▶ _DATA_:

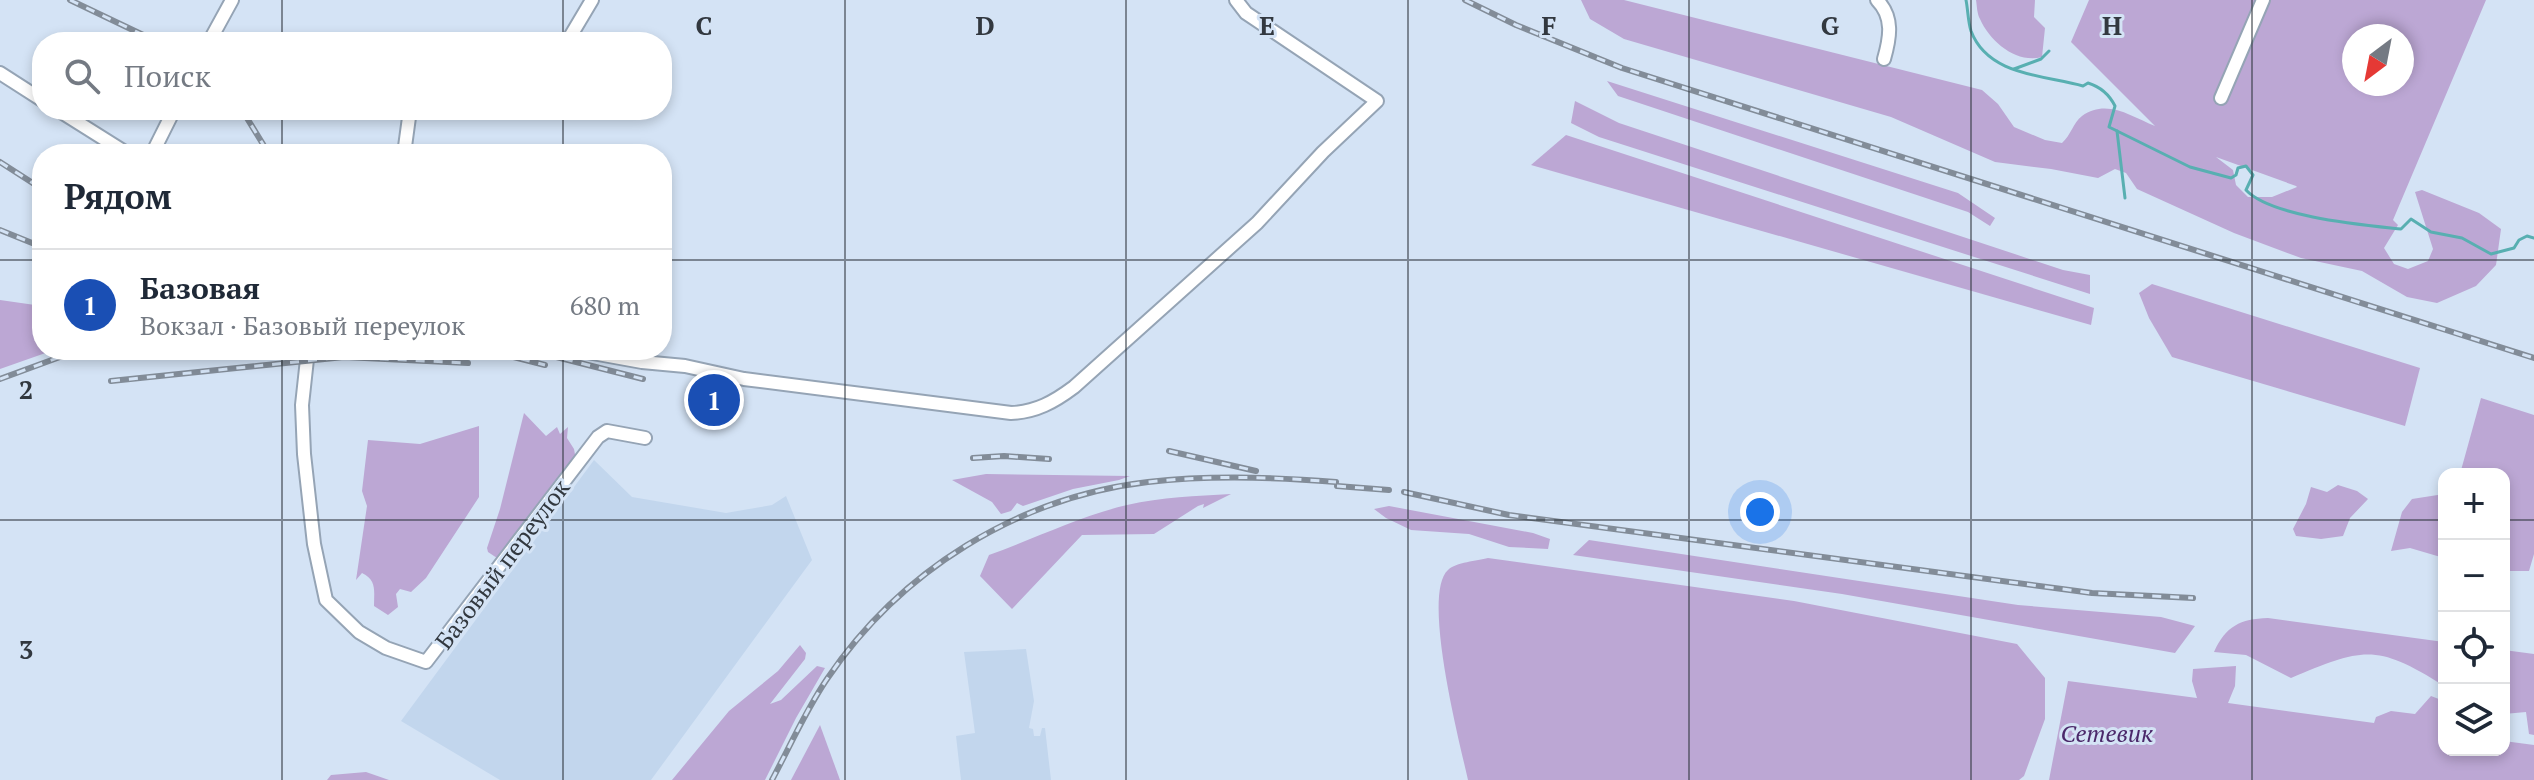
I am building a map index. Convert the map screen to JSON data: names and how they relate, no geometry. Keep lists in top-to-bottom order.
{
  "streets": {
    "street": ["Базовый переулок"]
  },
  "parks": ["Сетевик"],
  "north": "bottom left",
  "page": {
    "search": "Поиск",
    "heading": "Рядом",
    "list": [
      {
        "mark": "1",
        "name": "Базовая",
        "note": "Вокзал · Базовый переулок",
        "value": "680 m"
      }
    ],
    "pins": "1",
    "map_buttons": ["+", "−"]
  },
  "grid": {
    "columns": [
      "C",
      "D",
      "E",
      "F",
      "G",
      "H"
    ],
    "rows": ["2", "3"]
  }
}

▶ _TASK PROMPT_:
The job here is to retype the data exactly, with no pictures included.

▶ _RESPONSE AREA_:
I am building a map index. Convert the map screen to JSON data: names and how they relate, no geometry. Keep lists in top-to-bottom order.
{
  "streets": {
    "street": ["Базовый переулок"]
  },
  "parks": ["Сетевик"],
  "north": "bottom left",
  "page": {
    "search": "Поиск",
    "heading": "Рядом",
    "list": [
      {
        "mark": "1",
        "name": "Базовая",
        "note": "Вокзал · Базовый переулок",
        "value": "680 m"
      }
    ],
    "pins": "1",
    "map_buttons": ["+", "−"]
  },
  "grid": {
    "columns": [
      "C",
      "D",
      "E",
      "F",
      "G",
      "H"
    ],
    "rows": ["2", "3"]
  }
}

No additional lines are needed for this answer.